Factory meats are bad for you. Grass-farmed meats, poultry, dairy, eggs are good for you. Vegetarianism is counter to our evolution. Without animal fats and protein we would not have evolved our big giant brains that are made of about 95% cholesterol.
re: # 42
Just because something was necessary for initial evolution does not mean it's necessary for continued evolution. The United States would not exist in the dominant, advanced form it does without the capital created by industries (cotton, tobacco) which would not have been feasible without slavery. So slavery is responsible for our wealth in the same way animal fat/protein may be responsible for human's large brains. But that doesn't mean we should continue slavery.

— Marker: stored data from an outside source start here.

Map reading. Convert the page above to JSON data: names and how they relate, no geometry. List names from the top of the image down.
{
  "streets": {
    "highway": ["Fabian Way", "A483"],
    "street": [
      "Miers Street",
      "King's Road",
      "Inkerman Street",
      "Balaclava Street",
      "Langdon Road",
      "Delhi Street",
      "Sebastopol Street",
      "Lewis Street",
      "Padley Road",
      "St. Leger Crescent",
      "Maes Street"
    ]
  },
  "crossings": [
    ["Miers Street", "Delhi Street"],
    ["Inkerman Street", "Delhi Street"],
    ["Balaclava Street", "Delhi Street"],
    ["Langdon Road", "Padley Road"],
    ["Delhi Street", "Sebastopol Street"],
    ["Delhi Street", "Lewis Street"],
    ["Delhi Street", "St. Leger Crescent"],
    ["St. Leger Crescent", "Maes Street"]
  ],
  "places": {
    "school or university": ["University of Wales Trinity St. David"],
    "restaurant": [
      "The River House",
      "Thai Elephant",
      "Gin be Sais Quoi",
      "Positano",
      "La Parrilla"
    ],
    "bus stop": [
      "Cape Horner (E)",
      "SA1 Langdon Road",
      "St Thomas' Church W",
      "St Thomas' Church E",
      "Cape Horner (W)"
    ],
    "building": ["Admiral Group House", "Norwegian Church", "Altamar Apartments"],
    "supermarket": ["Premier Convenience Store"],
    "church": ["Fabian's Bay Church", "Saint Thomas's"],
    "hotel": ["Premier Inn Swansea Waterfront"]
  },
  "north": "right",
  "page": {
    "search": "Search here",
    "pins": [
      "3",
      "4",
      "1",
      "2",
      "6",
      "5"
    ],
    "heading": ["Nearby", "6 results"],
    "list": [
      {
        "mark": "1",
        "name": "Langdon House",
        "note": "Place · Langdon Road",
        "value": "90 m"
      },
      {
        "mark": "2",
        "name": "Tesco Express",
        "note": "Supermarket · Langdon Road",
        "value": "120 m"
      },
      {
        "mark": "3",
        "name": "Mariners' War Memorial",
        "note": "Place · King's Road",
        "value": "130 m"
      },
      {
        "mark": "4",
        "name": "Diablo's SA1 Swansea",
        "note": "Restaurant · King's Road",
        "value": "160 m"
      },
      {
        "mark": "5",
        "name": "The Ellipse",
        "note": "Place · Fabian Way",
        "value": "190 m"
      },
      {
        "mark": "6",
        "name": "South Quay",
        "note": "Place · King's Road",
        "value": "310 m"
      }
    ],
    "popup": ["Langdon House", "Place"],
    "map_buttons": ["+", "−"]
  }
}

Animals were the best and sometimes only source of nutrient rich fat and protein during that time. This is no longer the case. Which allows us to re-evaluate the situation and become more moral in our choices. The same way we have become more moral in regards to human slavery.
@42.
We humans (homo rapiens) have evolved into the most destructive nasty species there is on the planet. I would argue that meat eating has guided our species in a very negative way...and has more to do with our destructive and genocidal tendencies than anything else. We have become a plague on our planet and our eating others flesh has less to do with what a creative and thoughtful species we are and more to do with our evolving in such a violent way rather than peaceful.
Look at our closest relatives. Chimps and Bonobos. They look identical but are different species. Bonobos actually walk more like humans than chimps.
Chimps are the only great ape that will (rarely) eat dead animal flesh. Bonobos are stictly vegan. Bonobos have no violence in their society and are all about love (sex) and cooperation. Chimps while cute...are sometimes very violent and patriarchal, yet still pale in comparison to what we do.
I would argue that it is the flesh eating (our species used to be cannibals too) that has turned us into a pathological and murderous species over time.
We must appreciate that what might be considered natural and inherent in human evolution may at the same time also be in direct conflict of what is moral and ethical.
In the same way our species has evolved away from cannibalism and human slavery over centuries, we will eventually do the same in regard to eating and using the other animals on this planet.
If we are still even around....
The world is rapidly approachng an unprecedented climate catastrophe, and a major societal shift to vegan diets isessential to avoid it, as well as other major environmental threats.
For more information, please visit JewishVeg.com/schwartz, wgere I have 140 articles and 25 podcasts, and ASacredDuty.com, to see our acclaimed documentary "A Sacred Duty: Applying Jwish Values to Help Heal the World."
Regarding the Swine act banning the construction of new lagoons, I have understood that nothing has really changed because of two amendments added to the bill:
1) The Tucker Amendment, which created a pilot program to capture and convert methane gas into electricity--this allows the lagoon and sprayfield system to extend into the future.
2) Any lagoons that were considered "dangerous" were allowed to be replaced with a new lagoon.
Did Marshall mention any of this? As far as I know, the lagoon and sprayfield system is alive and well--unfortunately.